8c6794b6.github.io

Benchmarking insert and member with AVL tree

While I was reading AVL Tree page on wikipedia, it motivated me enough to write the implementation in Haskell.

There are several AVL Tree implementations already exist: a package uploaded to hackage, gist snippet, and polymorphic stanamically balanced AVL tree. As for classic data structure and algorithm exercise, decided to write a simple implementation.

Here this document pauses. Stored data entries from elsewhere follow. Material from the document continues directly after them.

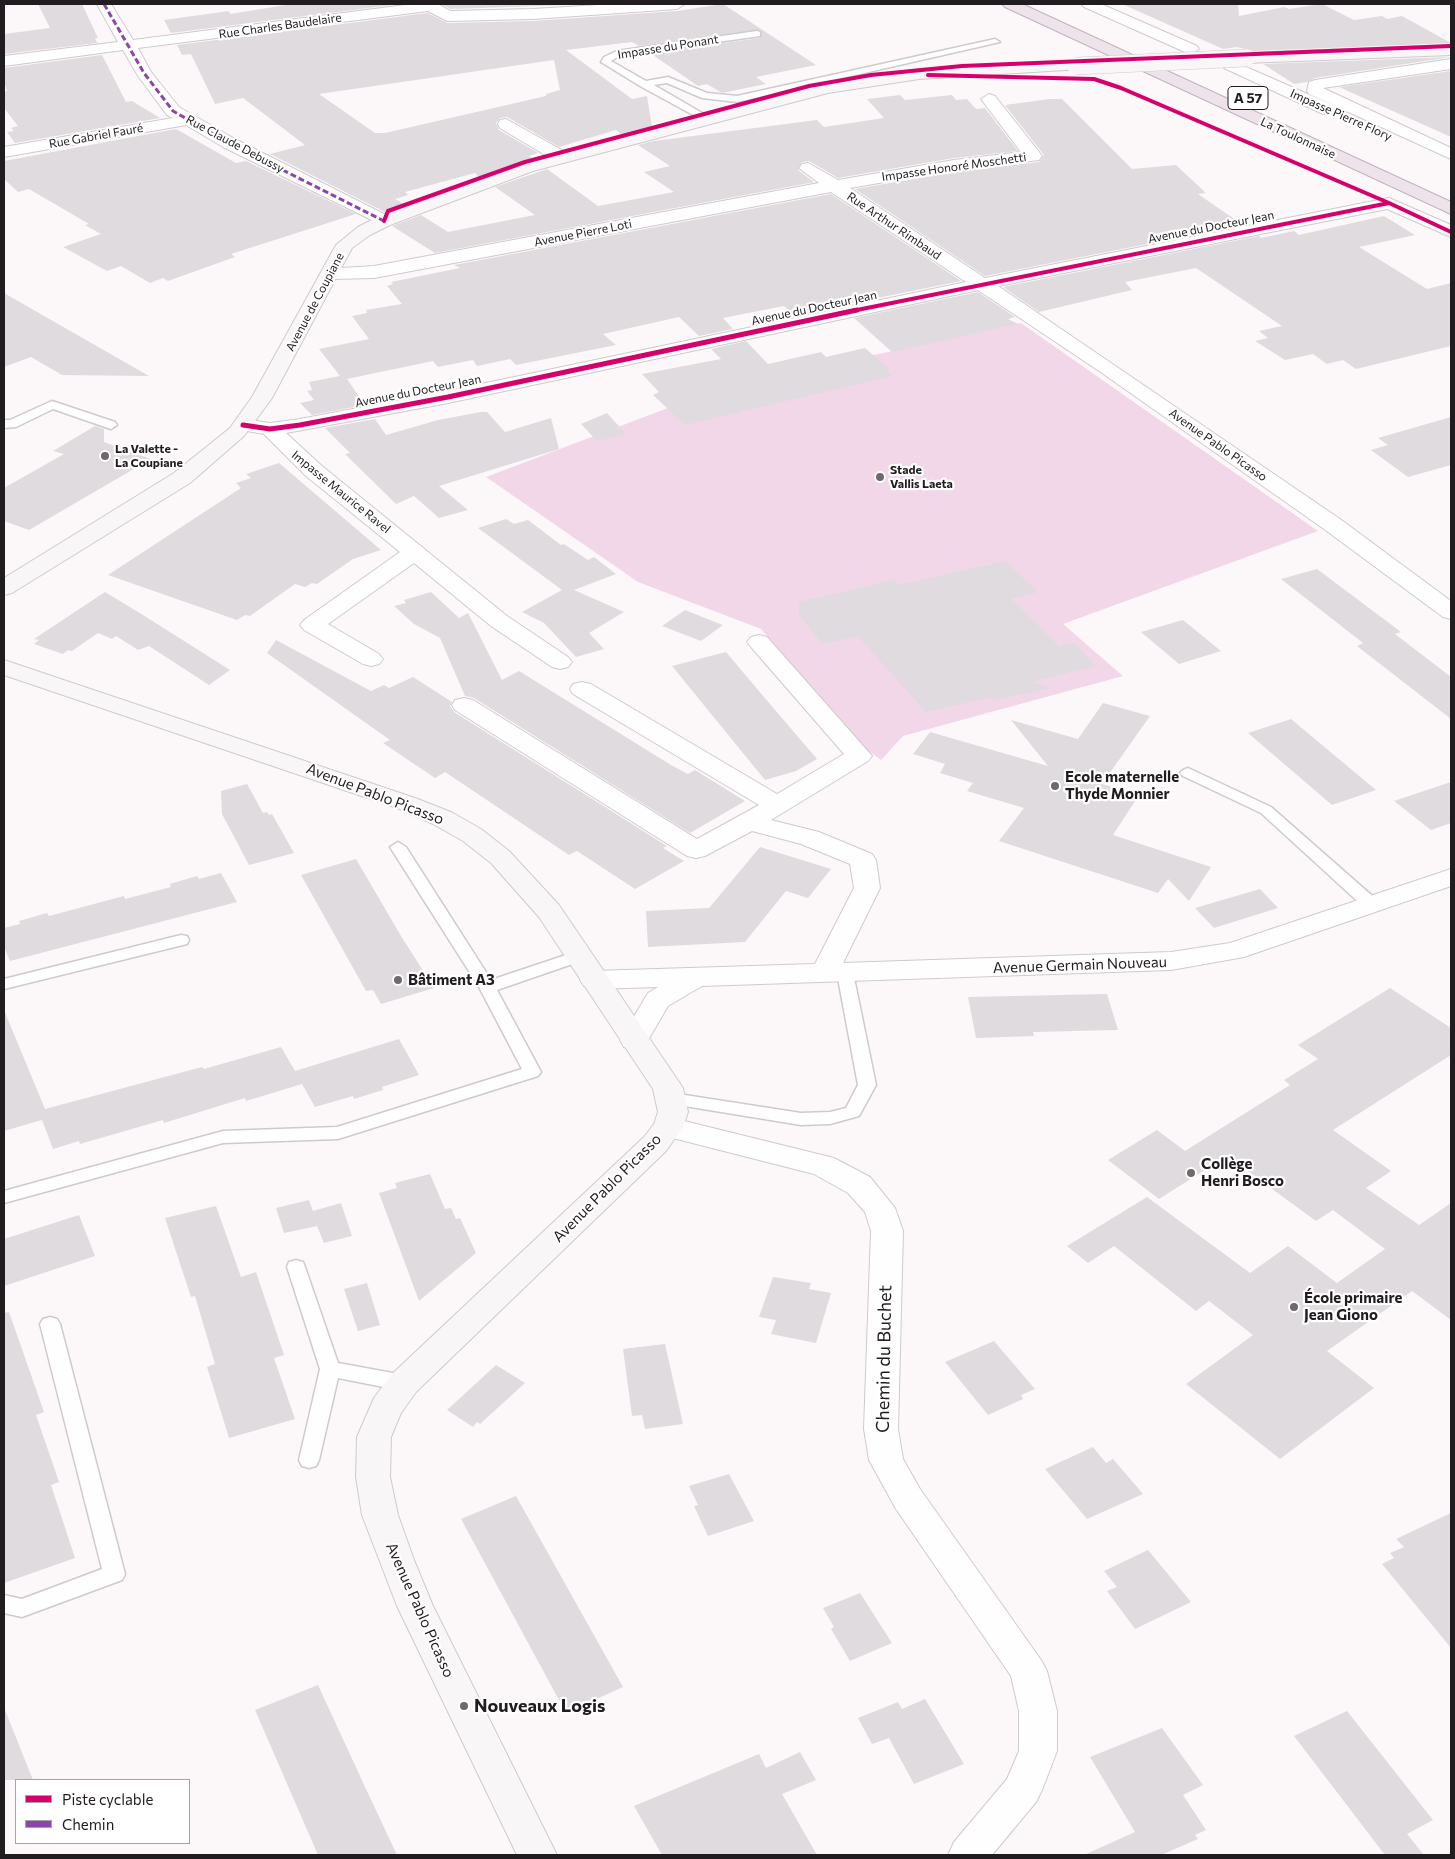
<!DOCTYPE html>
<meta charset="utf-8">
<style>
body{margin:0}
#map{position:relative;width:1455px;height:1859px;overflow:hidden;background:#fcf8fa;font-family:Commissioner,sans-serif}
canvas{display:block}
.frame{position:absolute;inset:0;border:5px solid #211c1f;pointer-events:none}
.legend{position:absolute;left:15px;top:1779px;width:175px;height:65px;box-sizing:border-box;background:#fff;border:1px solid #a6a4a5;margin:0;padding:6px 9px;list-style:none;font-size:15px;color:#211c1f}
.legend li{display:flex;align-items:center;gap:10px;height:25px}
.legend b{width:25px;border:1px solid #a6a4a5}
</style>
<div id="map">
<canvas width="1455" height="1859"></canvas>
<div class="frame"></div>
<ul class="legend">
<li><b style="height:6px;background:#d6006c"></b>Piste cyclable</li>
<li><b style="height:6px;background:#8e44ad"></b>Chemin</li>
</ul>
</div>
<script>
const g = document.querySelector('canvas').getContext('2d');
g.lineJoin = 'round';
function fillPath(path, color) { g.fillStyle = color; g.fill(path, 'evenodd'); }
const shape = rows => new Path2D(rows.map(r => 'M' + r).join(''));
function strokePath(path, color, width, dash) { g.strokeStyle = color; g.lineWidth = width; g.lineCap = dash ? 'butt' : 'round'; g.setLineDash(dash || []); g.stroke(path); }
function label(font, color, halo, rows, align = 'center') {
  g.font = font + ' Commissioner,sans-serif'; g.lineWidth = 4.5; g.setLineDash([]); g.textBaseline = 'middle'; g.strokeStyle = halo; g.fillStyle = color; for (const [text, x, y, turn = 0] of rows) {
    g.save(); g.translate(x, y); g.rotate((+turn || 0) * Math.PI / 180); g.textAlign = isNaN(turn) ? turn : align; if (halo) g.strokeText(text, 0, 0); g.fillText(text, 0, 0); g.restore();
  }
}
fillPath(shape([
 [1021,323,1318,531,1063,624,1123,676,903,736,881,760,867,750,761,629,638,582,486,477,718,389]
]), '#f2d7e9');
fillPath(shape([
 [38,4,82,4,98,38,95,38,97,43,4,54,4,34,50,28],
 [292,4,400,4,171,33,164,20,229,11,230,14],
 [441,4,566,4,567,5,450,9],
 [723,4,816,65,756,77,766,84,722,93,707,84,698,86,650,53,760,38,761,30,639,46,632,42,566,50,632,99,647,96,652,127,622,135,616,130,559,147,507,117,500,118,496,123,499,130,538,153,529,156,532,158,479,177,475,173,405,192,408,195,395,199,405,205,385,212,270,154,305,145,243,98,215,104,191,54,182,55,177,45,428,13,447,23,533,21,677,11],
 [554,60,560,90,546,94,546,96,385,133,375,133,319,94],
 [1122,4,1238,4,1239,16,1284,7,1289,9,1322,4,1354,20,1382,16,1387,19,1402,16,1451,43,1253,51,1237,47,1223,49],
 [102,55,126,102,132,101,160,118,15,143,7,132,14,131,11,128,18,126,4,108,4,92,7,91,4,82,4,68],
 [1451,57,1315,78,1307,82,1294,84,1263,64],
 [1451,71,1451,137,1339,87],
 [900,95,905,100,952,95,956,100,967,99,976,109,985,108,1018,151,954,158,838,178,809,161,802,162,798,170,814,182,435,253,392,226,421,215,448,232,535,215,495,187,547,169,598,206,674,192,644,172,670,166,638,145,654,141,817,120,824,127,884,118,867,99],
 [1050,99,1062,99,1132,169,1176,165,1206,193,1198,194,1243,225,985,276,855,189,954,172,1039,162,1044,155,1005,105],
 [176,129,236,163,246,161,356,214,231,254,235,257,168,281,163,278,150,283,121,266,107,271,63,247,101,234,85,225,89,224,29,189,18,192,4,179,4,161],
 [831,194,961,281,794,315,784,306,723,318,733,329,699,336,679,317,603,334,616,345,516,365,510,359,477,366,473,360,438,367,433,361,347,379,365,405,312,415,300,403,314,400,307,391,312,390,309,382,340,376,319,349,369,339,352,316,367,313,366,310,402,304,387,286,393,284,391,282,460,268,454,265],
 [1384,216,1415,235,1359,247,1427,289,1451,283,1451,346,1356,369,1343,360,1327,364,1313,354,1285,360,1255,341,1268,338,1259,331,1282,326,1196,268,1125,282,1132,290,1039,312,1003,287,1259,236,1261,238,1294,231,1299,235],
 [978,292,1015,317,1008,319,1018,324,892,352,854,318],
 [4,293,149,376,62,375,31,357,4,367],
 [746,341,768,364,821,352,826,357,865,348,890,370,886,371,892,376,685,425,653,395,659,392,642,374,721,359,711,349],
 [481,412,487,412,505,432,551,418,559,449,439,486,468,510,439,518,414,496,396,504,345,454,350,453,325,428,375,419,386,435,438,420],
 [607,413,626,434,597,441,581,424],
 [1451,417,1451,465,1408,477,1371,450,1388,445,1378,438],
 [95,426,104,429,104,442,151,459,29,530,4,521,4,488,64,454,53,451],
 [279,463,381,550,353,559,317,584,312,583,305,587,295,584,250,616,245,615,237,620,108,575,241,488,236,483,251,478,246,474],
 [506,519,514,524,528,520,561,545,564,544,588,560,594,557,616,574,574,590,624,612,589,633,604,649,576,657,544,623,522,612,562,590,478,528],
 [1005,561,1038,592,1011,599,1059,646,1074,643,1096,666,1031,682,1051,688,995,700,991,697,926,712,858,636,823,644,799,615,799,602,894,580,899,585],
 [1317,569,1401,632,1395,634,1451,677,1451,719,1357,646,1363,643,1281,579],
 [105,592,143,615,230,670,209,685,149,646,138,650,116,636,112,639,98,633,72,651,68,650,63,654,34,644,39,640,34,639],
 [431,592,459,618,468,613,502,680,519,671,671,765,688,774,695,770,745,801,690,833,474,698,465,696,440,638,414,624,394,606,406,603,404,600],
 [685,610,715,622,723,625,701,641,662,626],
 [1183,620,1221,651,1179,664,1141,632],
 [276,640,371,691,384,685,389,688,413,677,452,702,450,706,454,712,667,846,663,848,684,861,635,889,577,851,569,855,445,772,435,778,383,743,390,740,267,653],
 [726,652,764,697,817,759,796,771,765,780,672,666],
 [1103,703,1150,716,1102,784,1139,795,1113,835,1211,867,1189,901,1168,879,1158,893,999,841,1024,808,967,791,973,783,940,773,945,764,913,754,930,732,1048,766,1011,720,1078,739],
 [1291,719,1376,790,1332,805,1248,733],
 [1451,782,1451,823,1431,830,1394,801],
 [247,784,263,813,267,812,269,815,272,814,294,853,249,865,222,814,221,791],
 [760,847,831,869,808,898,786,891,745,942,648,947,646,911,709,908],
 [356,859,401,936,434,988,381,1004,373,990,366,991,301,875],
 [221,873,237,902,10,961,4,947,4,928,20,924,19,921,47,913,49,916,124,896,125,899,171,887,170,884,197,876,199,879],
 [1260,889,1278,908,1214,928,1195,908],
 [1390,988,1451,1028,1451,1055,1333,1130,1391,1171,1366,1188,1419,1225,1451,1203,1451,1320,1412,1291,1327,1351,1374,1388,1280,1459,1186,1384,1253,1335,1209,1301,1196,1311,1114,1246,1088,1263,1067,1246,1147,1197,1250,1273,1288,1246,1337,1283,1385,1249,1333,1210,1316,1221,1227,1156,1159,1199,1108,1160,1157,1130,1185,1151,1290,1085,1284,1080,1318,1059,1298,1045],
 [1107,994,1118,1030,1033,1032,1034,1036,976,1038,968,997],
 [4,1010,45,1109,202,1067,204,1069,281,1047,295,1071,399,1039,419,1075,382,1087,383,1090,354,1099,353,1096,315,1107,302,1084,246,1101,245,1098,164,1123,163,1120,80,1144,79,1141,53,1149,42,1120,4,1131],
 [430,1174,445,1209,451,1208,456,1219,460,1218,476,1253,419,1301,379,1193,397,1188,395,1183],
 [309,1200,313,1211,341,1203,352,1236,324,1243,317,1226,284,1233,276,1208],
 [216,1206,241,1277,256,1272,284,1355,274,1358,295,1419,229,1438,207,1367,215,1364,195,1296,191,1297,165,1218],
 [79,1215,95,1256,4,1286,4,1239],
 [773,1277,811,1283,809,1289,831,1293,816,1343,771,1334,776,1320,759,1317],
 [367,1283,380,1325,358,1331,344,1289],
 [9,1312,44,1412,36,1415,59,1482,51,1485,75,1558,4,1583,4,1313],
 [994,1341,1035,1389,1021,1395,1023,1399,988,1415,945,1362],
 [665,1344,683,1424,645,1429,642,1415,632,1416,623,1349],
 [496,1365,525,1383,480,1424,477,1422,473,1427,447,1410],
 [1093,1447,1106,1463,1113,1459,1143,1494,1087,1519,1045,1469],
 [729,1474,754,1521,708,1536,694,1506,698,1505,689,1486],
 [516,1496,623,1687,566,1713,461,1519],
 [1451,1513,1451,1648,1382,1564,1394,1558,1390,1553,1404,1547,1396,1539],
 [1148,1550,1191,1602,1135,1629,1107,1591,1117,1587,1104,1571],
 [860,1593,892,1643,850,1661,831,1629,834,1627,823,1608],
 [318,1685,366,1789,397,1855,318,1855,255,1710],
 [925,1699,964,1764,914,1784,889,1738,872,1744,858,1718,898,1702,902,1709],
 [4,1710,5,1710,33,1780,4,1780],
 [1347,1711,1433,1820,1407,1834,1424,1855,1385,1855,1294,1736],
 [1162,1728,1203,1785,1183,1795,1206,1830,1195,1835,1198,1839,1161,1855,1084,1855,1135,1832,1090,1757],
 [800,1752,816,1780,782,1794,817,1855,662,1855,634,1806,759,1754,766,1768]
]), '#dfdbde');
const service = shape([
 [757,31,760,32,760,36,619,56,611,61,646,81,668,77,707,93,737,96,995,39,1000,42,737,102,702,98,667,83,654,85,709,117,711,119,706,122,640,86,601,62,604,57,617,51,757,31],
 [52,401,115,422,117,425,111,429,53,409,16,427,4,428,4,420,10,420,52,401],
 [1188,768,1271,807,1378,901,1380,905,1378,909,1366,909,1261,813,1183,776,1180,773,1183,770,1188,768],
 [398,842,406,847,491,980,578,951,584,952,586,956,584,960,497,990,541,1072,538,1076,338,1139,223,1143,4,1203,4,1191,223,1131,337,1127,522,1069,479,987,390,847,398,842],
 [181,935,187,936,189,940,187,944,4,989,4,979,181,935],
 [845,968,851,969,853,973,876,1085,859,1116,830,1124,801,1125,666,1103,663,1099,666,1095,672,1093,801,1113,830,1112,846,1108,858,1085,837,973,839,969,845,968],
 [296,1260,303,1262,305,1267,338,1363,404,1375,411,1378,414,1383,411,1388,404,1391,338,1378,319,1460,316,1466,309,1468,302,1466,299,1460,320,1369,287,1267,289,1262,296,1260],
 [50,1317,57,1319,60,1324,125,1574,122,1580,22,1617,4,1613,4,1595,22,1599,102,1569,40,1324,43,1319,50,1317]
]);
const minor = shape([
 [97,4,111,4,133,40,413,4,438,4,450,11,533,9,615,4,685,4,677,9,533,19,447,21,428,11,138,48,151,72,179,107,235,139,390,217,393,221,390,225,384,226,223,147,186,125,4,157,4,147,173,118,167,115,138,76,123,50,4,66,4,56,118,42,97,4],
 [1081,4,1101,4,1197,46,1199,49,1191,54,1185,52,1084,7,1081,4],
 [1451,59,1451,69,1323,88,1451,148,1451,159,1309,94,1307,91,1309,82,1315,80,1451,59],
 [1230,60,1335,106,1337,110,1335,114,1323,114,1224,68,1222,65,1230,60],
 [989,94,995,96,1039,152,1042,156,1039,160,954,170,850,188,985,278,1389,198,1451,225,1451,237,1387,209,998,286,1340,519,1451,601,1451,619,1443,617,1324,529,1102,373,978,290,448,403,286,433,322,466,507,616,568,657,572,662,568,667,560,669,552,667,491,626,414,563,328,624,379,654,383,659,379,664,371,666,363,664,304,630,300,625,304,620,400,552,306,476,264,434,236,429,233,425,236,421,243,419,270,423,300,419,448,391,966,282,831,192,374,278,332,279,325,277,323,273,325,269,374,266,819,183,799,168,802,164,808,163,838,180,954,160,1021,152,981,99,989,94],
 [506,119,567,153,570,157,567,161,561,162,555,161,500,128,498,124,500,120,506,119],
 [759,635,767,637,872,756,868,761,771,820,819,832,872,854,876,860,880,888,843,963,1171,952,1230,943,1451,869,1451,886,1244,957,1171,970,702,986,668,1006,644,1047,634,1050,624,1047,620,1040,648,993,658,987,594,989,584,986,580,980,584,974,594,971,815,964,854,888,850,864,801,844,752,831,705,856,696,858,687,856,455,710,452,705,455,700,464,698,473,700,697,839,759,805,573,694,570,689,573,684,582,682,591,684,777,794,844,754,751,647,747,642,751,637,759,635],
 [668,1117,834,1158,870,1177,895,1208,903,1231,898,1429,903,1459,920,1489,1041,1660,1047,1671,1057,1711,1057,1751,1042,1790,1036,1802,992,1855,948,1855,954,1842,1007,1779,1019,1751,1019,1711,1011,1676,896,1509,869,1460,864,1429,871,1231,865,1212,848,1193,814,1174,657,1134,653,1127,657,1120,668,1117]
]);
const secondary = shape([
 [1451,45,1451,55,1246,63,1238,58,1246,53,1451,45],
 [1076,61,1084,66,1082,69,919,79,828,93,533,171,390,225,370,235,352,248,272,398,244,436,190,483,12,593,4,595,4,578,174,473,230,428,252,397,336,245,358,227,378,217,521,163,827,83,919,69,1076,61],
 [4,660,415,798,451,812,481,829,509,851,559,905,683,1088,688,1112,683,1127,666,1151,416,1392,401,1413,391,1437,390,1477,398,1515,414,1560,433,1606,557,1855,517,1855,397,1606,362,1515,356,1477,357,1437,374,1398,392,1374,644,1137,654,1124,658,1112,653,1089,539,917,491,863,463,841,433,824,397,808,4,675,4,660]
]);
const motorway = shape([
 [1002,4,1022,4,1451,202,1451,214,1005,7,1002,4]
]);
strokePath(service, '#cfcacd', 3);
strokePath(minor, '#cfcacd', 2);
strokePath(secondary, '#cfcacd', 2);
strokePath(motorway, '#c1b3bd', 2);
fillPath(service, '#fffefe');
fillPath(minor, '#fffefe');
fillPath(secondary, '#f9f6f8');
fillPath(motorway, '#eee3eb');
const secondaryBridge = shape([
 [1076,66,1246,58]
]);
strokePath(secondaryBridge, '#cfcacd', 18, []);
strokePath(secondaryBridge, '#f9f6f8', 17);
strokePath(shape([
 [104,4,144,73,173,111,229,143,384,221,386,216]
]), '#8e44ad', 3, [6, 3]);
strokePath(shape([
 [928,75,1094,79,1121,88,1389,203,1451,232],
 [384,221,388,211,525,162,809,86,871,75,962,66,1451,46],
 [852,311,1389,203]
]), '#d6006c', 4);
strokePath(shape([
 [243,425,270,429,300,425,448,397,857,310]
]), '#d6006c', 5);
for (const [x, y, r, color] of [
 [105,456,5,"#6e696c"],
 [880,477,5,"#6e696c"],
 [1055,786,5,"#6e696c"],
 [398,980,5,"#6e696c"],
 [1191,1173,5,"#6e696c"],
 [1294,1307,5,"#6e696c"],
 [464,1706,5,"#6e696c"]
]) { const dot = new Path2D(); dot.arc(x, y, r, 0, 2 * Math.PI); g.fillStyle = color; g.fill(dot); strokePath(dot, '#fff', 2); }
label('12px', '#211c1f', '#fff', [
 ["Rue Charles Baudelaire",280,26,-8],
 ["Impasse du Ponant",668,47,-9],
 ["Impasse Pierre Flory",1341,115,24],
 ["Rue Gabriel Fauré",96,136,-10],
 ["La Toulonnaise",1298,138,25],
 ["Rue Claude Debussy",235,144,28],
 ["Impasse Honoré Moschetti",954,167,-8],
 ["Rue Arthur Rimbaud",894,226,34],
 ["Avenue du Docteur Jean",1211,227,-11],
 ["Avenue Pierre Loti",583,233,-11],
 ["Avenue de Coupiane",315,302,-62],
 ["Avenue du Docteur Jean",814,308,-12],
 ["Avenue du Docteur Jean",418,391,-11],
 ["Avenue Pablo Picasso",1218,445,35],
 ["Impasse Maurice Ravel",341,492,39]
]);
label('bold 12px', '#211c1f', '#fff', [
 ["La Valette -",115,449],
 ["La Coupiane",115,463],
 ["Stade",890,470],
 ["Vallis Laeta",890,484]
], 'left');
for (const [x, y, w] of [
 [1248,98,40]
]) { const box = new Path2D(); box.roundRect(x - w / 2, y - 11.5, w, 23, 4); g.fillStyle = '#fff'; g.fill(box); strokePath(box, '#211c1f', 1); }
label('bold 14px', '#211c1f', null, [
 ["A 57",1248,98]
]);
label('bold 15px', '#211c1f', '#fff', [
 ["Ecole maternelle",1065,777],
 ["Thyde Monnier",1065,794],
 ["Bâtiment A3",408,980],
 ["Collège",1201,1164],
 ["Henri Bosco",1201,1181],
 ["École primaire",1304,1298],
 ["Jean Giono",1304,1315]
], 'left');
label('15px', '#211c1f', '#fff', [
 ["Avenue Pablo Picasso",375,794,21],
 ["Avenue Germain Nouveau",1080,965,-2],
 ["Avenue Pablo Picasso",607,1188,-45],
 ["Avenue Pablo Picasso",420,1610,66]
]);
label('18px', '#211c1f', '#fff', [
 ["Chemin du Buchet",884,1359,-89]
]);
label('bold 18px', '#211c1f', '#fff', [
 ["Nouveaux Logis",474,1706]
], 'left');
</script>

> {-# LANGUAGE BangPatterns #-}
> module AVL where

For taking benchmarks and comparison with Data.Map from container package. None of these modules are used in code implementing AVL.

> import Control.DeepSeq (NFData(..), deepseq)
> import Criterion.Main
> import System.Random
> import qualified Data.Map as M

Like other binary trees, AVL tree has leaf constructor and node constructor with right and left branch, with a field to hold height of the node:

> data AVL a
>   = Node {-# UNPACK #-} !Int !(AVL a) !a !(AVL a)
>   | Leaf
>   deriving (Eq, Show)

There was a note about order of constructors written in comments of Data.Map.Base:

When type has 2 constructors, a forward conditional jump is made
when successfully matching second constructor, in GHC 7.0.

This was still true in GHC 7.6.1, the version used at the time of writing. This is the reason why Node constructor came before the Leaf constructor.

An alias for leaf node:

> empty :: AVL a
> empty = Leaf
> {-# INLINEABLE empty #-}

Height of tree. Defining height of Leaf node as '0'.

> height :: AVL a -> Int
> height t = case t of
>   Leaf          -> 0
>   Node !n _ _ _ -> n
> {-# INLINE height #-}

Insert element to AVL tree. This function calls rebalance after inserting new element. Also, new element is strictly evaluated inside the local function go.

> insert :: Ord a => a -> AVL a -> AVL a
> insert = go where
>   go :: Ord a => a -> AVL a -> AVL a
>   go !n Leaf             = Node 1 Leaf n Leaf
>   go !n (Node h l !n' r) = case compare n' n of
>     LT -> rebalance $ Node h l n' (insert n r)
>     _  -> rebalance $ Node h (insert n l) n' r
> {-# INLINEABLE insert #-}

A function to check whether given element is a member of tree or not. Given element and element of pattern matched node are, again strictly evaluated.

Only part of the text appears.